Saturday, May 04, 2024

Death Whisperer (Tee Yod)

 A dark spirit haunts a small rural community in Western Thailand. It gruesomely kills off a young girl in the film's cold open just for funsies, and then sets its sights on the middle daughter of a large farming family.
 After that initial jolt, the film goes through a morass of trite family drama and cheesy jump scares. The sisters enjoy a close bond, but once Yam (Rattanawadee Wongth ong) gets possessed, she starts going on night jaunts, eating raw meat, and lying to get her loving older sister (Denise Jelilcha Kapaun) into trouble. Meanwhile, eldest brother Yak (Nadech Kugimiya) arrives from a stint with the military to show off his physique and take a more hands-on approach in fighting off the invading spirit.


 The drama is unconvincing - very saccharine and basic - and for a while there, the horror side of things isn't a lot better: creepy figures staring from afar, jump scares, and even that old tired chestnut of scary children's drawings. Slow burns are just slow when they're this tired and trite. No haunted toys, at least.
 But as creepy events pile on, the film gathers a little momentum and gets a lot more fun. There's a great scene among the cornstalks where Yak, shotgun in hand, confronts the spirit that convinced me this was going to be worth it... and yeah, the film does get a lot better.

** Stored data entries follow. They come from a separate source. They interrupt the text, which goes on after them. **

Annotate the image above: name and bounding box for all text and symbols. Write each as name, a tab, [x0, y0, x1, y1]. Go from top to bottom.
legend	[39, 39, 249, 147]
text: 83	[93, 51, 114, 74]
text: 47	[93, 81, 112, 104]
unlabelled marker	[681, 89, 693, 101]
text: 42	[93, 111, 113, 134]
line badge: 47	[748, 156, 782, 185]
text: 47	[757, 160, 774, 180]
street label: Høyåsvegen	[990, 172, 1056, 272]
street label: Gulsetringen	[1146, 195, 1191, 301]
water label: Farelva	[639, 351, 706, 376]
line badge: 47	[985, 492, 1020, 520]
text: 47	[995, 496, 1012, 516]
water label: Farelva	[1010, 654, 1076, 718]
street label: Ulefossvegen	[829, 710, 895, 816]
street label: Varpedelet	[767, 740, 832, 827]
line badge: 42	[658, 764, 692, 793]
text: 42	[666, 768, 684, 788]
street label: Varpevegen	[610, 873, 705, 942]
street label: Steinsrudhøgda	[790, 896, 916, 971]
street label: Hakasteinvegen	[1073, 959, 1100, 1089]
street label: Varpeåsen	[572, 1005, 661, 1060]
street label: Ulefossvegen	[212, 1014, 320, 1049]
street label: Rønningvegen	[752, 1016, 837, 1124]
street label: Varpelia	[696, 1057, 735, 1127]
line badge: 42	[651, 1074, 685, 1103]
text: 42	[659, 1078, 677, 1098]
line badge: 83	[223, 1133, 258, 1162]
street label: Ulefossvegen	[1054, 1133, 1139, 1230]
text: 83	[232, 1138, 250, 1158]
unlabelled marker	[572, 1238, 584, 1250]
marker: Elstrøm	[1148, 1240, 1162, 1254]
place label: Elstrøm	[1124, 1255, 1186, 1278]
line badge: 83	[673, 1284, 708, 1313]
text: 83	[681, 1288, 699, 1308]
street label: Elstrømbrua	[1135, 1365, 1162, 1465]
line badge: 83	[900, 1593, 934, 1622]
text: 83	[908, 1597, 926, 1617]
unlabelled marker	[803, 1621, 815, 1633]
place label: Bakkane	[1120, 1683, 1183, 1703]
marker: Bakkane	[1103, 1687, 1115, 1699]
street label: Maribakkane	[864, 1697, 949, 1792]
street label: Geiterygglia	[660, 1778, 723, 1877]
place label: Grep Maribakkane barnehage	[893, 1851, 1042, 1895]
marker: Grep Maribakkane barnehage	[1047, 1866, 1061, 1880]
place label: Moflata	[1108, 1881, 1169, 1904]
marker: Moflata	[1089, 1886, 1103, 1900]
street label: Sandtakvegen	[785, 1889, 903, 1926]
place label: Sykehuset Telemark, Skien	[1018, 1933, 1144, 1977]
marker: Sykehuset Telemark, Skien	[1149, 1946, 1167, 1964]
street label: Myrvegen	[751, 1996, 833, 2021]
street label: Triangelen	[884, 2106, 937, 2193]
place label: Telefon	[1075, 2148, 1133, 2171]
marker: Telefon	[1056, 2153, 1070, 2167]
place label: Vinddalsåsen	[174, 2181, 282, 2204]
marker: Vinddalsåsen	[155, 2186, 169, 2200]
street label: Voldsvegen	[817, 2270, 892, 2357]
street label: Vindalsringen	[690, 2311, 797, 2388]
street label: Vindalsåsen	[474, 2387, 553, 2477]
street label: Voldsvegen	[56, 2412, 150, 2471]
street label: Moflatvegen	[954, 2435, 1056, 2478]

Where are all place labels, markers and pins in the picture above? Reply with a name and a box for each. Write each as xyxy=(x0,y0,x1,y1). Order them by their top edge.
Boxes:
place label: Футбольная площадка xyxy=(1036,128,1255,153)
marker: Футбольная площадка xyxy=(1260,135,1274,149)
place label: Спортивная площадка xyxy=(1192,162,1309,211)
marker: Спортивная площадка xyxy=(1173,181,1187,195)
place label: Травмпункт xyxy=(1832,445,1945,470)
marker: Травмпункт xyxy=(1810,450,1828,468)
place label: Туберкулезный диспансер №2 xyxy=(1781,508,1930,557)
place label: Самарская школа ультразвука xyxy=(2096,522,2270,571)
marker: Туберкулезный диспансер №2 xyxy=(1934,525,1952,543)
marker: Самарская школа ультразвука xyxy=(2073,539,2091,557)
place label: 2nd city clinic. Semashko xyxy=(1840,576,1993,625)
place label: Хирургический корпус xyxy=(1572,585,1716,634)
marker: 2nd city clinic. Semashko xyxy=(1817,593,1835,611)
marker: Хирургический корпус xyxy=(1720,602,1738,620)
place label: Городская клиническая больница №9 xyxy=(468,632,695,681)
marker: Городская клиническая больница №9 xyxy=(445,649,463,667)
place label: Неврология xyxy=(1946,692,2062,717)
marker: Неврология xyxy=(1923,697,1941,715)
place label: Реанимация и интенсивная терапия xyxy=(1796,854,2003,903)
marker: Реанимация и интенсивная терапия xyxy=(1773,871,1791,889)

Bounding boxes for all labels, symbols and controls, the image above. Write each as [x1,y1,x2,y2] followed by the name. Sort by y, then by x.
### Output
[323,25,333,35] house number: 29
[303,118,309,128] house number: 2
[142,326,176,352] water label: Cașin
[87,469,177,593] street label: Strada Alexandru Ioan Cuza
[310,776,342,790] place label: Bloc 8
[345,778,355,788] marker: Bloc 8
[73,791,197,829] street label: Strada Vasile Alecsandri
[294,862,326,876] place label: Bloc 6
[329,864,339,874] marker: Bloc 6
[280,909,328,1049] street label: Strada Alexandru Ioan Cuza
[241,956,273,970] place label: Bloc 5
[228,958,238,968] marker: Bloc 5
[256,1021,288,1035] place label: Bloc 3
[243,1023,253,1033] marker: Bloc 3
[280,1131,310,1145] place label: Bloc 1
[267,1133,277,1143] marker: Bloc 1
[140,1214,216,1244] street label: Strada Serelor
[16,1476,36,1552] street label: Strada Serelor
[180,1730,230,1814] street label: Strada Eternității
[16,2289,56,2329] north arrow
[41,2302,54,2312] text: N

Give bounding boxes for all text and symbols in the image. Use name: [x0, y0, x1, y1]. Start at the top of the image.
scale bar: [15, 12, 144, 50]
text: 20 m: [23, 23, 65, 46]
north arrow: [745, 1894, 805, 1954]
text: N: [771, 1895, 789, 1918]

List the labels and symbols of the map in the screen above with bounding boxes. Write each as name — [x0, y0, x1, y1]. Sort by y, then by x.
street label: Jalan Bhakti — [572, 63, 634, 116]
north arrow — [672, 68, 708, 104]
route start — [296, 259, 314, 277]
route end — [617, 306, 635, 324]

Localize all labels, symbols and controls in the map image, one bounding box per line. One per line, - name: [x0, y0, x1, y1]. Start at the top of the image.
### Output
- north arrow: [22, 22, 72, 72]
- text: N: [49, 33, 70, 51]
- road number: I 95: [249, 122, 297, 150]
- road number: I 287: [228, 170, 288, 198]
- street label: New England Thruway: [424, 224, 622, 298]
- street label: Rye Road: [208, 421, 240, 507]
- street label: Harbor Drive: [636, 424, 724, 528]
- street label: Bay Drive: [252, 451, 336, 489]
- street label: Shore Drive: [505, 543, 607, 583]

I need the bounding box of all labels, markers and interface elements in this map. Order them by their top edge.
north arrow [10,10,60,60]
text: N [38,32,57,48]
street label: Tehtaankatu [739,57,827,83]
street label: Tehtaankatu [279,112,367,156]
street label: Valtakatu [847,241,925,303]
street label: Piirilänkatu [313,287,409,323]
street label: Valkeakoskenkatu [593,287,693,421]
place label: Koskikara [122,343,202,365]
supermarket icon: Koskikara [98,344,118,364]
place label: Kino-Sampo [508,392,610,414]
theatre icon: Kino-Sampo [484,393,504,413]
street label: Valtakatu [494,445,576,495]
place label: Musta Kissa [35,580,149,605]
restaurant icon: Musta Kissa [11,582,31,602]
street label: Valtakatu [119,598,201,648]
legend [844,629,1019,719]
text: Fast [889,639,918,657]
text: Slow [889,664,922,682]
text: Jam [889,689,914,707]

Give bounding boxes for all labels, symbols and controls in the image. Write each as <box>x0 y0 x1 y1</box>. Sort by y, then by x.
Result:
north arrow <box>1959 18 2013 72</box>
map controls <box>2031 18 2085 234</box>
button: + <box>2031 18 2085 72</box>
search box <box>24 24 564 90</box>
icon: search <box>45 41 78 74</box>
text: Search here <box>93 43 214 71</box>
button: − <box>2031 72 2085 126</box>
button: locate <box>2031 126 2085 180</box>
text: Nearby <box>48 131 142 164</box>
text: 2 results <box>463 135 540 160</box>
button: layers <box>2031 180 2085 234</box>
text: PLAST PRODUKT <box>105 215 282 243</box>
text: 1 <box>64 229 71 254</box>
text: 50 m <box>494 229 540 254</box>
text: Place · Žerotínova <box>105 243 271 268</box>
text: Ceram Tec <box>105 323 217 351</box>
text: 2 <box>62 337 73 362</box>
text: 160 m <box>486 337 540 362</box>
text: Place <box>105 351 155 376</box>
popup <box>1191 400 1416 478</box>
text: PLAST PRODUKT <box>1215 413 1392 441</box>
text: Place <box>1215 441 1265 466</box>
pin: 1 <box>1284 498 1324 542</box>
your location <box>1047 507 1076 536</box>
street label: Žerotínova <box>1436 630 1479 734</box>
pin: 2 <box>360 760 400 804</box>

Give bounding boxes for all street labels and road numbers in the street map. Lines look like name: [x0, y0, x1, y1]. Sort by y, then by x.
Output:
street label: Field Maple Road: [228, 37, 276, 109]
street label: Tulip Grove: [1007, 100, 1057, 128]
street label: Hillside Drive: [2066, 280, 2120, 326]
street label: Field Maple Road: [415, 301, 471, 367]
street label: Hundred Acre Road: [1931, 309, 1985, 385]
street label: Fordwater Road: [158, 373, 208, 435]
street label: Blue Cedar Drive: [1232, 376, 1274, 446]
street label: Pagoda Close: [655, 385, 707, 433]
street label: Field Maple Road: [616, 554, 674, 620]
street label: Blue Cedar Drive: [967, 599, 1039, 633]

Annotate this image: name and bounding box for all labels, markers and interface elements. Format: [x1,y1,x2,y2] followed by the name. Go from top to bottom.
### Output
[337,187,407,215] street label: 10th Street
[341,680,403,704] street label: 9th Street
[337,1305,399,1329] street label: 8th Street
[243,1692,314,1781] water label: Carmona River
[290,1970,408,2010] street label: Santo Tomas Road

 By the time a family friend (Ongart Cheamcharoenpornkul) and an exorcist (Phorjate Kanpetch) get involved around the halfway mark, the film starts churning out crazy, energetic scenes that very clearly out director Taweewat Wantha as an Evil Dead fan. It's derivative, never scary, and the pacing is still a little slow (this movie had no business being two hours long), but there's enough over-the-top gory action to satisfy any deadite cravings. 

 The acting is stilted and overtly earnest, the effects are fun but clearly low budget, and the writing is a little on the corny side, but I think the one thing that most bothered me (besides the bloated running time) is the soundtrack by Terdsak Janpan; it's hilariously overbearing, piling on the saccharine during the cutesy sisterhood scenes and trite horror signifiers during any bit where the spirit is even mentioned.
 All the supernatural stuff purports to be 'based on real events', which led me to think there was some folklore behind the story, but it's actually based on a sort of Thai creepy pasta published in 2015, which the same author Krittanont then adapted into a novel. I guess he claims that it all actually happened to him; Sure, buddy. The script's by Sorarat Jirabovornwisut and Thammanan Chulaborirak.

 At the very end there's a goofy scene setting up a sequel; As long as it follows up more on this movie's climax than its languid first half, I'm all for it.